### WHAT YOU NEED TO DO
Search the records for lines that contain the word "bounding". Copy them all.

### MATERIAL SUPPLIED
====

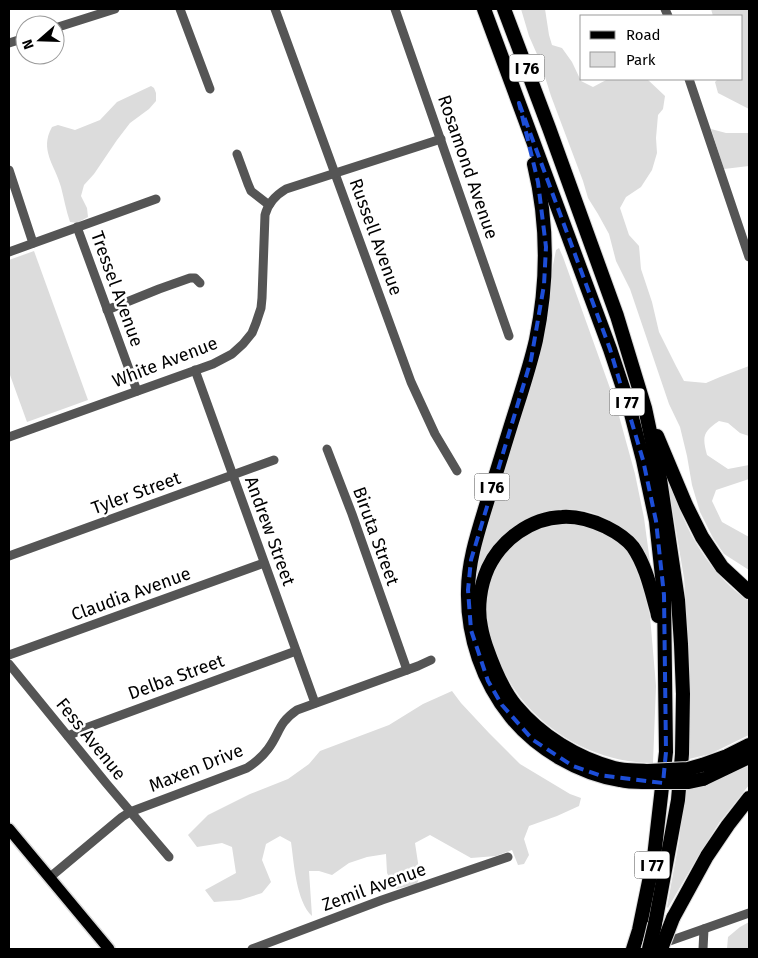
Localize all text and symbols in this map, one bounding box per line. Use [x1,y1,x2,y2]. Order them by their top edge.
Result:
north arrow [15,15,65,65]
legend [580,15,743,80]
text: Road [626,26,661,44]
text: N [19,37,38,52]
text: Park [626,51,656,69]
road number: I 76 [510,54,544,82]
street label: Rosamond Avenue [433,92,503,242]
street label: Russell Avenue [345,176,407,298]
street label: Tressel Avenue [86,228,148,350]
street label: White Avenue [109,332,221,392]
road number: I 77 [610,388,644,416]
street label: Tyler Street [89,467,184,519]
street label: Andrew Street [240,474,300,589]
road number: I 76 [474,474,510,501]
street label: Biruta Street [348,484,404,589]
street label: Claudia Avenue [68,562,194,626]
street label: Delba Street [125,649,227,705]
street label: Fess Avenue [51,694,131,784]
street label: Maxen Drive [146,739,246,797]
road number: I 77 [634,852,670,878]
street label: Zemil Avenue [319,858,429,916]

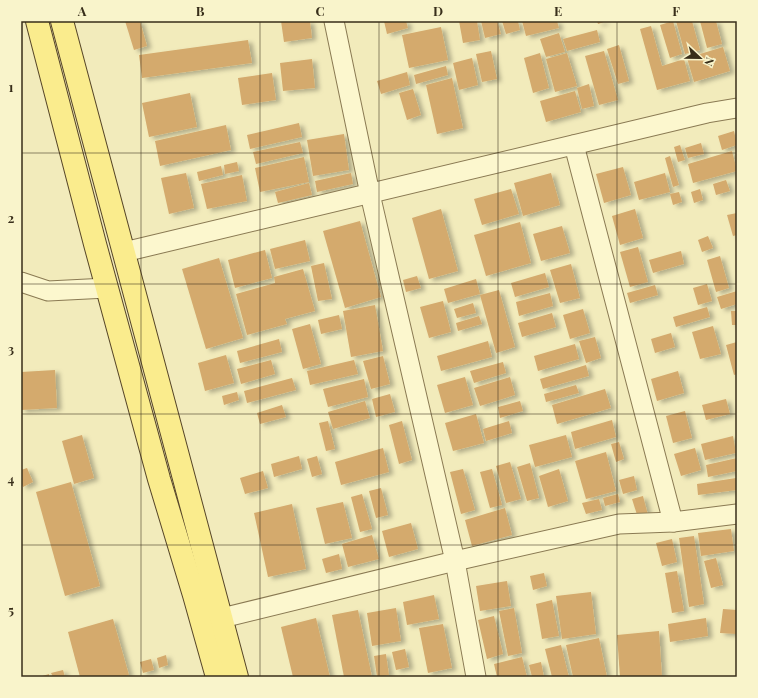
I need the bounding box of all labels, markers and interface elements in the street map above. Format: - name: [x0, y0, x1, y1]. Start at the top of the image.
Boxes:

====

### OUTPUT FOR THIS TASK
Localize all text and symbols in this map, one bounding box per line. Use [x1,y1,x2,y2]. Order them by their top edge.
I need the bounding box of all labels, markers and interface elements in the street map above. Format: - name: [x0, y0, x1, y1]. Start at the top of the image.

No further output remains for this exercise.